Dr. Michael Brinkschröder, Theologe und Soziologe, lebt in München und arbeitet als Projektleiter bei der Ökumenischen Arbeitsgruppe Homosexuelle und Kirche (HuK) e.V. Er war von 2011−2015 Co-Präsident des European Forum und ist seit 2016 Co-Vorsitzender des Global Network of Rainbow Catholics.
Der Beitrag erschien in der Zeitschrift Religion & Gesellschaft in Ost und West, 8/2016.
[1] Schon vor der Wende gab es im „Ostblock“ christliche Gruppen von Lesben und/oder Schwulen. In der DDR z.B. trafen sich die „Lesben in der Kirche“ (LiK), homosexuelle Arbeitsgruppen bei der Stadtmission und andere lokale Arbeitsgruppen, die sich unter dem Dach der evangelischen Kirche zusammentaten. An den jährlichen Konferenzen des European Forum nahmen erstmals 1988 Delegierte aus der DDR teil.
[2] Für Informationen über einzelne Gruppen danke ich Mihaela Ajder (Republik Moldau), Matijs Mihelmanis (Lettland), Barbara Artur Kapturkiewicz (Polen), Jarek Strzeszewski (Polen) sowie Bernd Wangerin (Deutschland) und Irène Schwyn (Schweiz) über das European Forum.

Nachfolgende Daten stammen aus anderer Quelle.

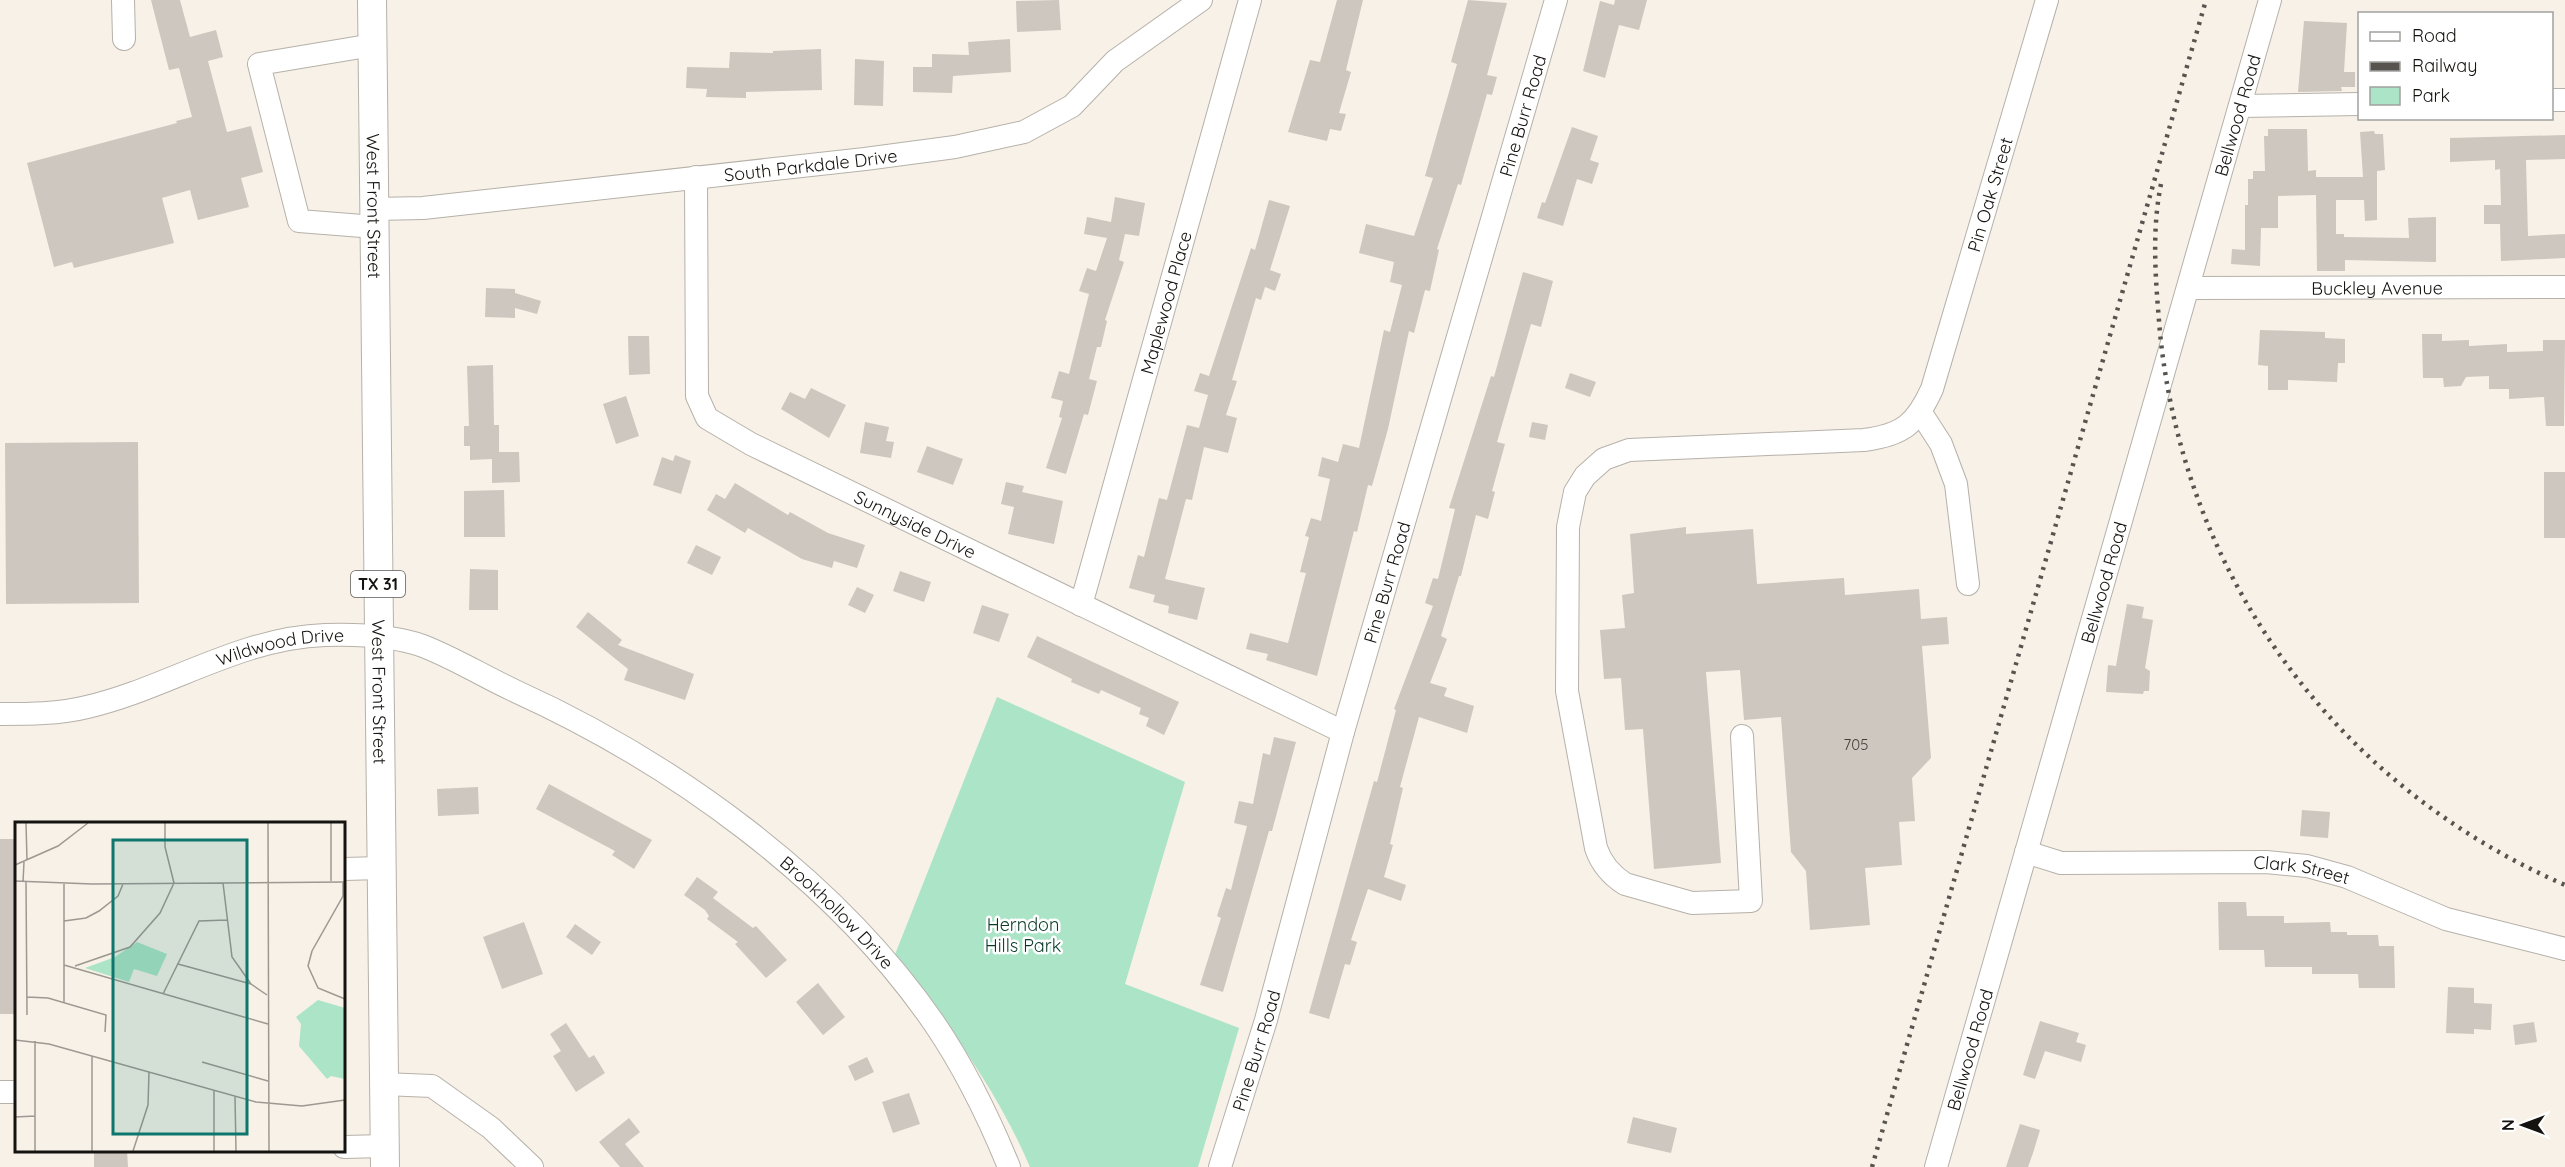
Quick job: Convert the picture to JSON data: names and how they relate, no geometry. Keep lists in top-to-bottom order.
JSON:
{
  "streets": {
    "main road": ["West Front Street", "TX 31"],
    "street": [
      "Pine Burr Road",
      "Bellwood Road",
      "South Parkdale Drive",
      "Pin Oak Street",
      "Buckley Avenue",
      "Maplewood Place",
      "Sunnyside Drive",
      "Wildwood Drive",
      "Clark Street",
      "Brookhollow Drive"
    ]
  },
  "crossings": [
    ["Pine Burr Road", "Sunnyside Drive"],
    ["Bellwood Road", "Buckley Avenue"],
    ["Bellwood Road", "Clark Street"],
    ["South Parkdale Drive", "West Front Street"],
    ["South Parkdale Drive", "Sunnyside Drive"],
    ["West Front Street", "Wildwood Drive"],
    ["Maplewood Place", "Sunnyside Drive"],
    ["Wildwood Drive", "Brookhollow Drive"]
  ],
  "parks": ["Herndon Hills Park"],
  "house_numbers": ["705"],
  "legend": ["Road", "Railway", "Park"],
  "north": "left"
}
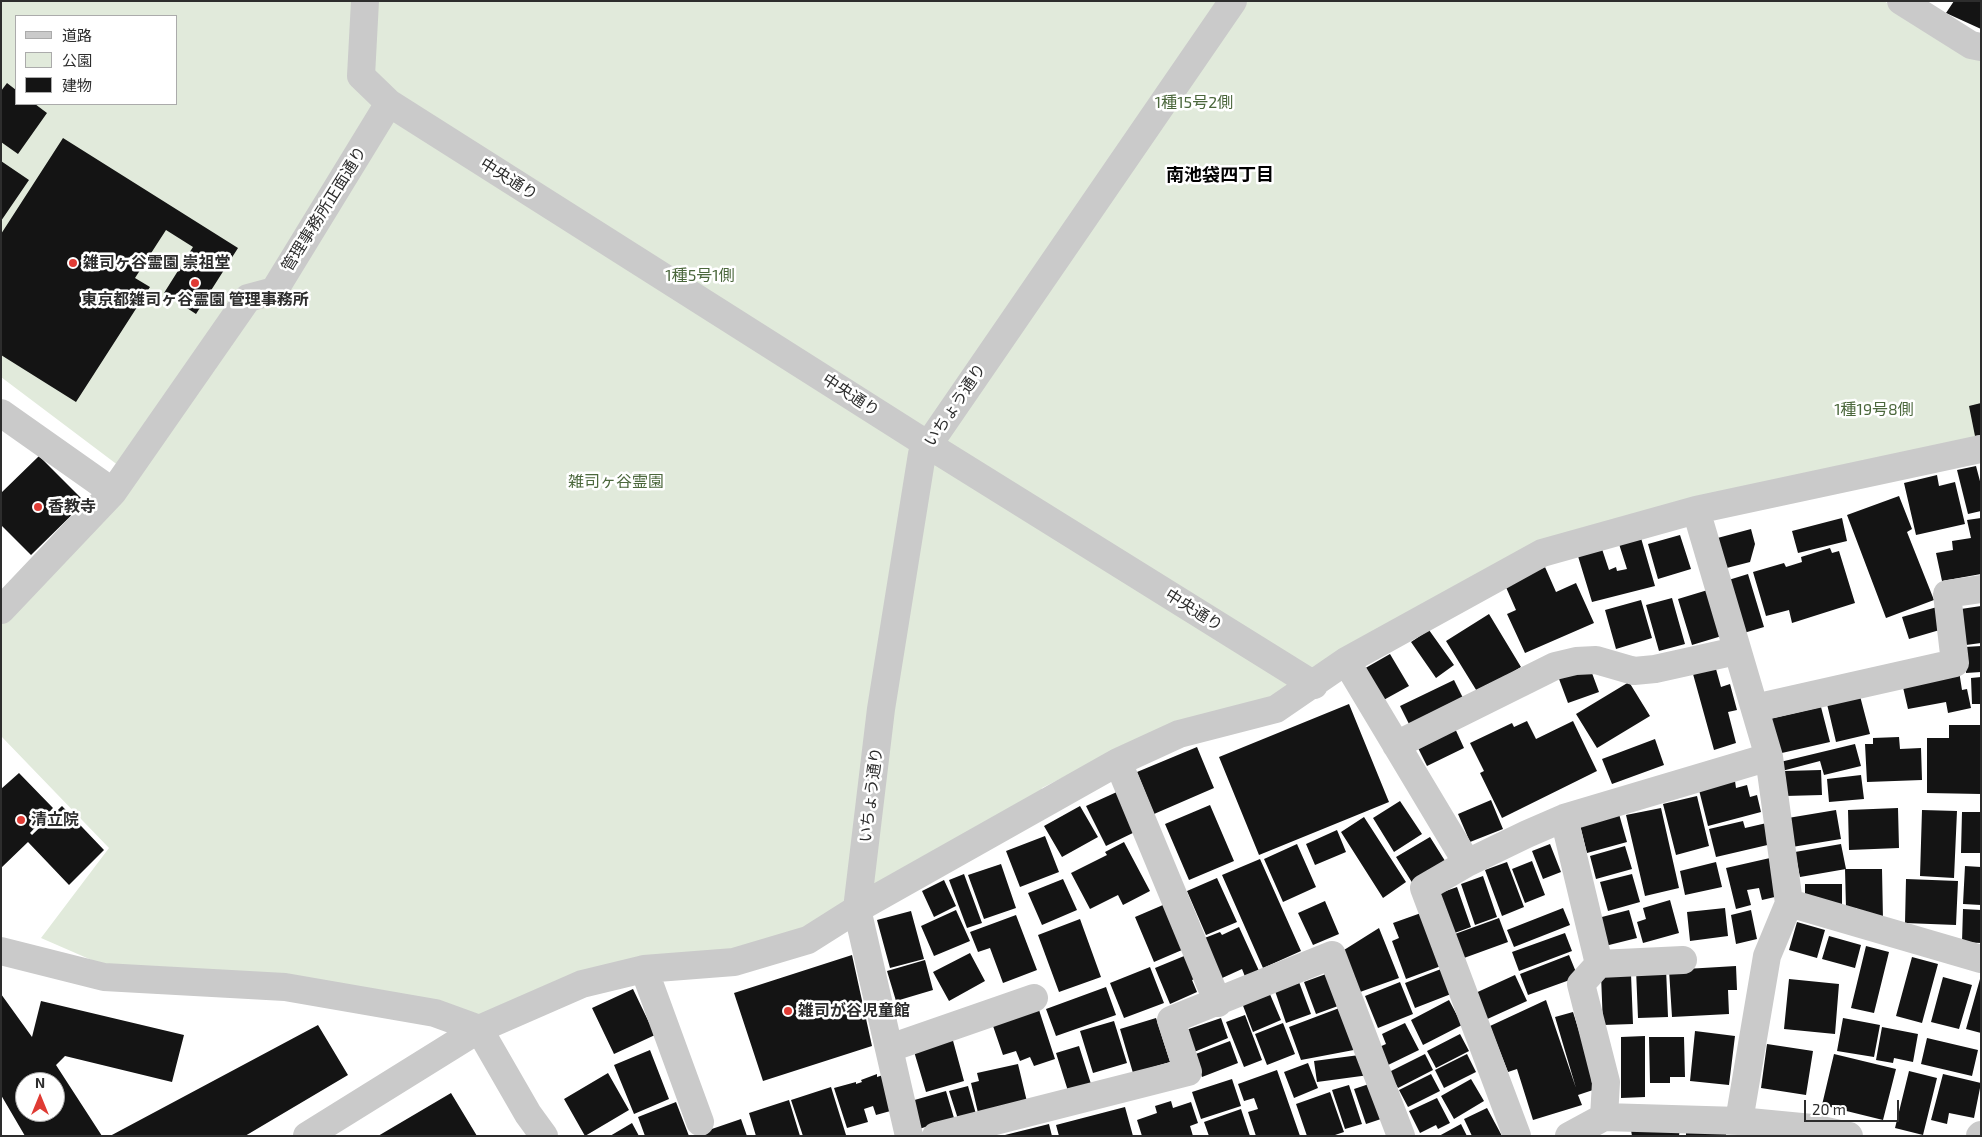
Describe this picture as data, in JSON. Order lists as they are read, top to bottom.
{
  "streets": {
    "street": ["中央通り", "管理事務所正面通り", "いちょう通り"]
  },
  "crossings": [
    ["中央通り", "管理事務所正面通り"],
    ["中央通り", "いちょう通り"]
  ],
  "districts": ["南池袋四丁目"],
  "parks": [
    "1種15号2側",
    "1種5号1側",
    "1種19号8側",
    "雑司ヶ谷霊園"
  ],
  "places": [
    "雑司ヶ谷霊園 崇祖堂",
    "東京都雑司ヶ谷霊園 管理事務所",
    "香教寺",
    "清立院",
    "雑司が谷児童館"
  ],
  "legend": ["道路", "公園", "建物"],
  "scale_bar": "20 m",
  "north": "top"
}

[3] Die 1994 gegründete Gruppe aus Warschau änderte ihren Namen später in Berith, um Verwechselungen mit der US-amerikanischen Organisation Exodus International zu vermeiden, die für ihre Mitglieder Konversionstherapien anpries. Berith endete 2007 und hatte im Laufe der 13 Jahre ihrer Existenz insgesamt ca. 100 Mitglieder.
[4] Vgl. die Website von Öt Kenyér: http://www.otkenyer.hu/koz-d.php. Schon 1993 hatte sich in Budapest die Gruppe „Purpurmantel“ gegründet, die sich nach dem purpurnen Mantel benannt hatte, den Jesus trug als er von Soldaten verhöhnt wurde (vgl. Mt 27,28). Die Gruppe zerfiel schon1995 wieder, war aber Vorläufer für Öt Kenyér. Der Name Öt Kenyér (Fünf Brote) leitet sich aus Joh 6,9 her.
[5] Hinzu kamen später Gruppen aus Rumänien und Polen. Vgl. Michael Brinkschröder: Menschenrechte oder traditionelle Werte? Homosexualität und die Russische Orthodoxe Kirche, in: Werkstatt Schwule Theologie: Menschenrechte und Macht, 2013, 54−87, 87.
[6] Aktuell fehlt es in den Gruppen aus post-sowjetischen Ländern vor allem an fundierter theologischer Ausbildung. Nur selten haben sie Zugang zu einem Theologiestudium oder werden vor Ort von Klerikern solidarisch und kompetent unterstützt. Sie sind folglich darauf angewiesen, die nötigen Kenntnisse in Theologie und Seelsorge selbst zu erwerben. Eine gezielte Unterstützung durch kirchliche oder staatliche Stipendien für Fakultäten in westlichen Ländern wäre hier wünschenswert.
[7] Die Tagung wurde dokumentiert in: Queerowe Drogi Teologii bzw. Queer Ways of Theology, beide: Warschau 2016.
[8] Ein weiterer Baustein waren die Kontakte, die beim Gründungstreffen des Global Network of Rainbow Catholics anlässlich der Familiensynode (vom 1.−4. Oktober in Rom) entstanden.
[9] Diese Reformperspektive ist offensichtlich in protestantischen Kirchen mit ihrem Sola Scriptura-Prinzip leichter zu finden als in der römisch-katholischen oder orthodoxen Kirche. Insbesondere letztere stellt aufgrund des dominierenden Traditionsprinzips, der langen Beraubung ihrer Autonomie und ihrer engen Verquickung mit Nationalkulturen ein solches Veränderungspotential kaum bereit. Das dürfte der Grund sein, warum bislang in den von der Orthodoxie geprägten Ländern Südosteuropas (z.B. Serbien, Bulgarien, Rumänien, Griechenland) keine oder zumindest keine orthodoxen christlichen LGBT-Gruppen entstanden sind. Vgl. zu diesen theologischen Konstellationen: Michael Brinkschröder, Die christliche Artikulation gleichgeschlechtlicher Sexualität. Theologische Diskurse und hegemoniale Konstellationen, in: Stephan Goertz (Hg.): „Wer bin ich, ihn zu verurteilen?“ Homosexualität und katholische Kirche, Freiburg i. Br. 2015, 279−322.